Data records
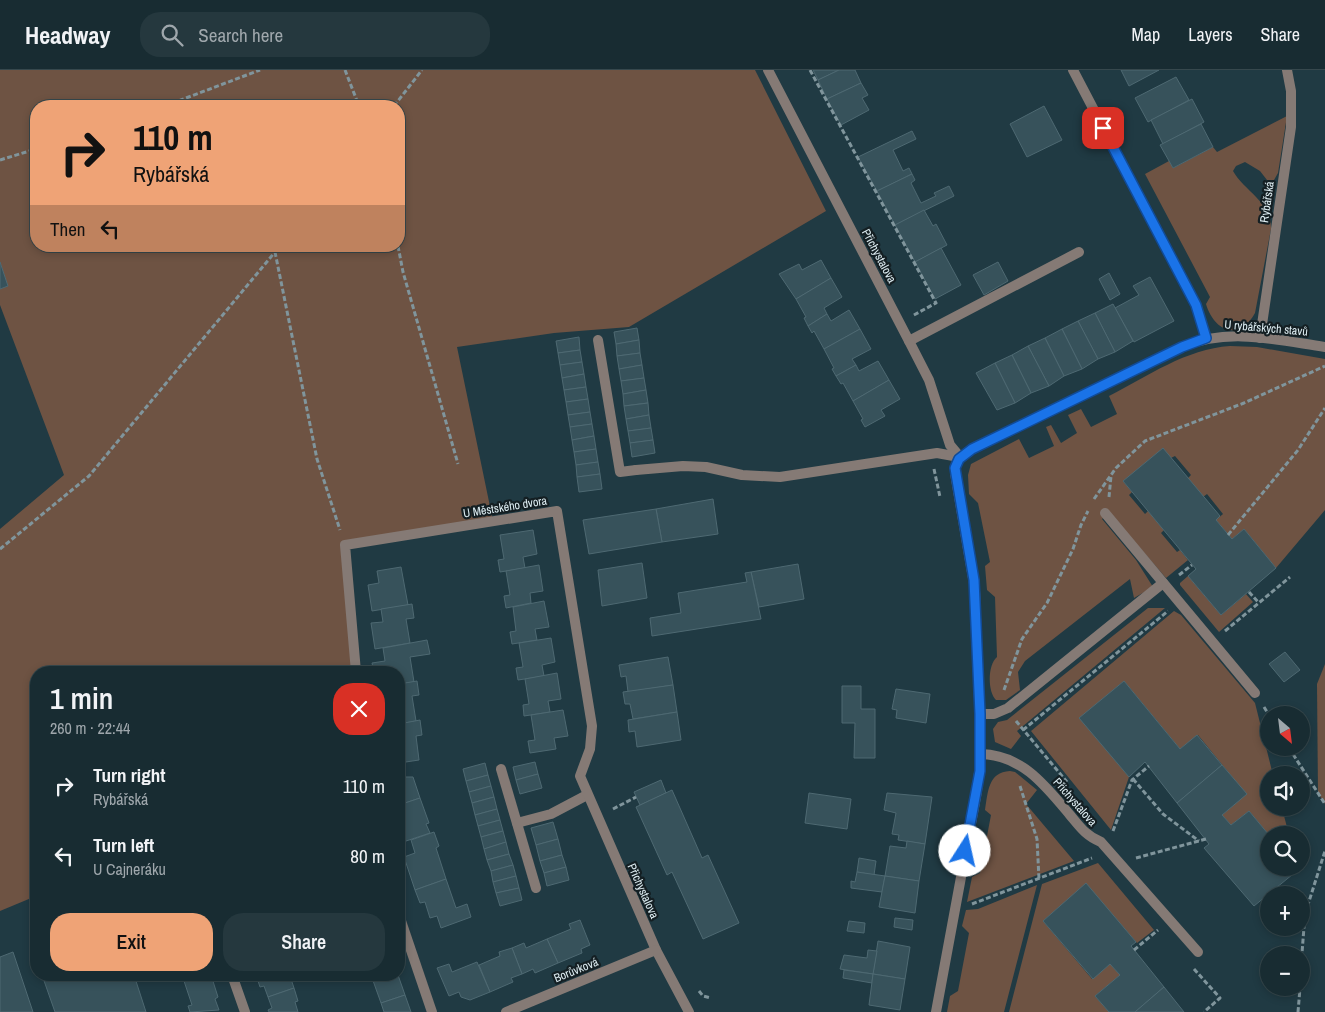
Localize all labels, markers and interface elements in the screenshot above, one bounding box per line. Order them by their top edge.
search box [140,12,490,57]
text: Headway [25,19,110,51]
icon: search [158,21,186,49]
text: Search here [198,22,283,48]
text: Map [1132,22,1160,47]
text: Layers [1188,22,1233,47]
text: Share [1261,22,1300,47]
pin [1082,107,1124,149]
text: 110 m [133,114,213,161]
icon: arrive [1089,114,1117,142]
icon: right [50,120,115,185]
text: Rybářská [133,159,209,189]
street label: Rybářská [1256,180,1278,224]
icon: left [96,215,124,243]
text: Then [50,216,86,242]
street label: Přichystalova [858,226,900,286]
street label: U rybářských stavů [1224,316,1308,340]
street label: U Městského dvora [462,492,549,522]
text: 1 min [50,678,113,718]
button: close [333,683,385,735]
north arrow [1260,706,1310,756]
map controls [1260,706,1310,996]
text: 260 m · 22:44 [50,717,130,739]
text: Turn right [93,762,165,788]
button: sound [1260,766,1310,816]
icon: right [50,772,78,800]
text: 110 m [343,773,385,799]
street label: Přichystalova [1050,774,1101,830]
text: Rybářská [93,788,148,810]
position arrow [938,824,990,876]
button: search [1260,826,1310,876]
text: Turn left [93,832,154,858]
icon: left [50,842,78,870]
text: 80 m [350,843,385,869]
text: U Cajneráku [93,858,166,880]
street label: Přichystalova [624,861,663,922]
button: + [1260,886,1310,936]
button: Exit [50,913,213,971]
button: Share [223,913,385,971]
button: − [1260,946,1310,996]
street label: Borůvková [551,954,601,986]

_Try it_
Omit the pictures and restate the rest of the records verbatim.

_Solved problem_
Localize all labels, markers and interface elements in the screenshot above, one bounding box per line. Order them by their top edge.
search box [140,12,490,57]
text: Headway [25,19,110,51]
icon: search [158,21,186,49]
text: Search here [198,22,283,48]
text: Map [1132,22,1160,47]
text: Layers [1188,22,1233,47]
text: Share [1261,22,1300,47]
pin [1082,107,1124,149]
text: 110 m [133,114,213,161]
icon: arrive [1089,114,1117,142]
icon: right [50,120,115,185]
text: Rybářská [133,159,209,189]
street label: Rybářská [1256,180,1278,224]
icon: left [96,215,124,243]
text: Then [50,216,86,242]
street label: Přichystalova [858,226,900,286]
street label: U rybářských stavů [1224,316,1308,340]
street label: U Městského dvora [462,492,549,522]
text: 1 min [50,678,113,718]
button: close [333,683,385,735]
north arrow [1260,706,1310,756]
map controls [1260,706,1310,996]
text: 260 m · 22:44 [50,717,130,739]
text: Turn right [93,762,165,788]
button: sound [1260,766,1310,816]
icon: right [50,772,78,800]
text: 110 m [343,773,385,799]
street label: Přichystalova [1050,774,1101,830]
text: Rybářská [93,788,148,810]
position arrow [938,824,990,876]
button: search [1260,826,1310,876]
text: Turn left [93,832,154,858]
icon: left [50,842,78,870]
text: 80 m [350,843,385,869]
text: U Cajneráku [93,858,166,880]
street label: Přichystalova [624,861,663,922]
button: + [1260,886,1310,936]
button: Exit [50,913,213,971]
button: Share [223,913,385,971]
button: − [1260,946,1310,996]
street label: Borůvková [551,954,601,986]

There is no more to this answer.